Ten students have been suspended from the University of Hyderabad and banned from staying in hostels inside the campus. In an order issued on 8 November by the varsity administration, three students were suspended for “preventing officials from delivering their duties” for two years and the remaining seven for a period of six months with “immediate effect”.
This came after students protested against a female student being allegedly abused by a warden and campus security guards who found her in Men’s hostel ‘J’ on 26 October. The guards reportedly took photos of the girl student on their personal mobile phones. Hundreds of students collected outside the hostel after the incident, including office bearers of Students Federation of India (SFI) unit and a GSCASH representative. The administration selectively took action against only the SFI leaders and GSCASH representative.
The University has seen an ongoing debate on whether girl students can enter men’s hostels or not. Two years earlier, when a circular was issued by University authorities banning girl students from entering men’s hostel, the then Student’s Union called for a University General Body Meeting in which the concerned circular was unanimously rejected by the student community. But the restrictions still exist in the hostel rulebooks. It is ironical that in the same campus, the Tagore International Hostel meant for foreign students is allotted for students without any gender specifications, perhaps because the administration’s patriarchal concerns are only for Indian students.

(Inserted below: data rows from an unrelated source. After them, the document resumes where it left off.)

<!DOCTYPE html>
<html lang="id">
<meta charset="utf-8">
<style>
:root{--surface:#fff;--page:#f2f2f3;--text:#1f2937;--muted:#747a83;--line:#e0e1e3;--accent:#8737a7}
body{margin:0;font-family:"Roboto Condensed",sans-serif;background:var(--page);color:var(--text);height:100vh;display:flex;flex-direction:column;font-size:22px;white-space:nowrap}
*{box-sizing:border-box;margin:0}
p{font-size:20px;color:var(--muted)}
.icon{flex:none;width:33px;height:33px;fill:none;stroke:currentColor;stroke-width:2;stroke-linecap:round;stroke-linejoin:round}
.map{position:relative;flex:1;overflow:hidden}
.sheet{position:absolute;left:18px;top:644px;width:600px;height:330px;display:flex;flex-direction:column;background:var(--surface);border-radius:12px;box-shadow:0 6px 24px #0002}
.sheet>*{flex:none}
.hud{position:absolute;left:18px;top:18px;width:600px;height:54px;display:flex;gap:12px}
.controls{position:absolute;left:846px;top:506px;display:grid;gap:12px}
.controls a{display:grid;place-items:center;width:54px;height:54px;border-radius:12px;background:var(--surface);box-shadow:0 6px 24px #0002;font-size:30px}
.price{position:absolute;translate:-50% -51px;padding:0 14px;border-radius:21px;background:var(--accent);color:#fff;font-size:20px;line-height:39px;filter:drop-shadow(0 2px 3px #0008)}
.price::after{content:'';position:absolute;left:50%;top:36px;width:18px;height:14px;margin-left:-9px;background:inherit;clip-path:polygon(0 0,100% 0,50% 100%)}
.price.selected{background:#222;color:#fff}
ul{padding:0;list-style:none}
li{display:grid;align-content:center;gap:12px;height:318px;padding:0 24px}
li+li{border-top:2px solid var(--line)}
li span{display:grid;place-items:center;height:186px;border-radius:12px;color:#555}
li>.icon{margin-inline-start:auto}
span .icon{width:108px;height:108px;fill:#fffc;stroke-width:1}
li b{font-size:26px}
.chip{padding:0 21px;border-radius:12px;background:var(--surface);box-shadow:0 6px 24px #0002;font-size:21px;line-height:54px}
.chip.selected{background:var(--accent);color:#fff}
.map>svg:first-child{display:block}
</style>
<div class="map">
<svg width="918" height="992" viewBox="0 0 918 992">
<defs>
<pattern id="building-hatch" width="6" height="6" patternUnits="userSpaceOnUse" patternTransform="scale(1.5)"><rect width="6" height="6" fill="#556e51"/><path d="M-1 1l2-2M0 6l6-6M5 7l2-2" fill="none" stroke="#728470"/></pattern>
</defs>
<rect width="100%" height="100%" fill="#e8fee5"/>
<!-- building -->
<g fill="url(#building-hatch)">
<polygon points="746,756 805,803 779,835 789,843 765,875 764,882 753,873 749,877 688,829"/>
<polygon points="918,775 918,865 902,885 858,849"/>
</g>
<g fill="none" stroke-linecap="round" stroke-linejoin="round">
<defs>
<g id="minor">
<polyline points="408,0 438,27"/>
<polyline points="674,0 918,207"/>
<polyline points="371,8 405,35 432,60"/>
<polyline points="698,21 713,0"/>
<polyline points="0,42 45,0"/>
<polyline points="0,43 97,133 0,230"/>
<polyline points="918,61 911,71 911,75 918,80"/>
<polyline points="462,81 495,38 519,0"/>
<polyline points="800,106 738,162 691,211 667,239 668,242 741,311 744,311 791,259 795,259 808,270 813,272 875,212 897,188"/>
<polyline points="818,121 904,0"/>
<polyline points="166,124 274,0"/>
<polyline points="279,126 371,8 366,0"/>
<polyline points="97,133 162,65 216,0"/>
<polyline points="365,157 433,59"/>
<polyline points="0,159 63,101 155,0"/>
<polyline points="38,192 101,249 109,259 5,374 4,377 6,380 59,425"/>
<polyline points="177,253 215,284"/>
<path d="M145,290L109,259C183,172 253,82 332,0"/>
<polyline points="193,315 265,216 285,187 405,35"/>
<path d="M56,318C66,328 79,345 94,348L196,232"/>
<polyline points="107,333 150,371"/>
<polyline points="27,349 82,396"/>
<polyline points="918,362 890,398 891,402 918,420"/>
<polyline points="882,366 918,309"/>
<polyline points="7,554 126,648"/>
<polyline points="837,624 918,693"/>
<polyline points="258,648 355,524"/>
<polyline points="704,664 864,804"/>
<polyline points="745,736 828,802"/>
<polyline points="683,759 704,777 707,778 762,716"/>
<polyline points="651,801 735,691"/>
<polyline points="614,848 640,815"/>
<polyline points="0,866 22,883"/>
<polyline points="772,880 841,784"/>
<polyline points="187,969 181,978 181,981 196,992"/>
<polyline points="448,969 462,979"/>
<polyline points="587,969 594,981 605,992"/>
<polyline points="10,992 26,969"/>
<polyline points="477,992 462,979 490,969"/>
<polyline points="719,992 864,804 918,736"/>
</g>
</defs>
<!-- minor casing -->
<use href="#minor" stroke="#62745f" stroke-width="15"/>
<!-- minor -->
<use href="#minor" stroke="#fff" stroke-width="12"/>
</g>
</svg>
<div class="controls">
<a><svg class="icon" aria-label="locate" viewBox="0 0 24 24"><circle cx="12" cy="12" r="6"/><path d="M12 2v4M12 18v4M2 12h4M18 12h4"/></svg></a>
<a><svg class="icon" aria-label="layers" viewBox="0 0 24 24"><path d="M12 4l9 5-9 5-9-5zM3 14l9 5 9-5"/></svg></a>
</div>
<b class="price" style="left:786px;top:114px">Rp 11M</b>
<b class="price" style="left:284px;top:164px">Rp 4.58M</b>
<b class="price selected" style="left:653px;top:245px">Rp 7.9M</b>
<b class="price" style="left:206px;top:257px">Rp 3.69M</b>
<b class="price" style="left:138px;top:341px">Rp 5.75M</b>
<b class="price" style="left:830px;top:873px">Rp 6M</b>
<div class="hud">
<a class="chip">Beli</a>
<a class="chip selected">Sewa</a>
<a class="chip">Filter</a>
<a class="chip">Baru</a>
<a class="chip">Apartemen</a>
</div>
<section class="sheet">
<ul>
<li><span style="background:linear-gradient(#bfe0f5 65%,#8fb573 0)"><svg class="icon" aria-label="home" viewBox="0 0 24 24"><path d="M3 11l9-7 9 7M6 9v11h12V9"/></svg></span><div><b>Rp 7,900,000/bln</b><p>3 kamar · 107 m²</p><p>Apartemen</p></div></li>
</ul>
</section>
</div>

Sai Kumar Yamarthi, secretary of SFI’s varsity unit, who was one of those suspended, said that the punishment meted out to them was a targeted and vindictive one. Speaking to Newsclick, he questioned the arbitrary way in which the enquiry was conducted. “While about two hundred students were present at the place of the incident who were questioning the behavior of warden for abusing the female student and the behavior of a security official for capturing her photos in his personal mobile phone, why were only ten students identified and suspended?”
“The University administration has been on a spree of issuing notices intending to suppress student activism inside the campus,” he said and added that the student community will launch a collective struggle until the punishment is taken back.
The Student’s Union has condemned the suspension, calling it as an authoritative move. Earlier, in a statement released, it said “the abuse and humiliations against students, favored in the name of 'hostel visit', is a clear instance of a personal target and administrative high handedness” and “the selective cherry picking of the authorities in following the rulebook is incredulous and shows a transparent picture of the sexism and patriarchy that forms the basis of such a policy.”
The University administration has a well-known history of bias in the way enquiries are conducted in dealing sensitive cases. In 2015, when five Dalit research scholars were suspended, one of them was Rohith Vemula. Protesting against the biased punishment meted out to them under the influence of Bharatiya Janata Party leaders, and with no sign of justice, Rohith Vemula committed suicide on 17 January 2016, which had sparked country wide protests. The SC-ST Atrocities Act case filed against Vice-Chancellor Apparao, and BJP Ministers Smriti Irani and B.Dattatreya accused of Rohith’s suicide has been put on the back burner by the police even as the Roopanwala Committee which looked into the matter declared Rohith Vemula as a non-Dalit.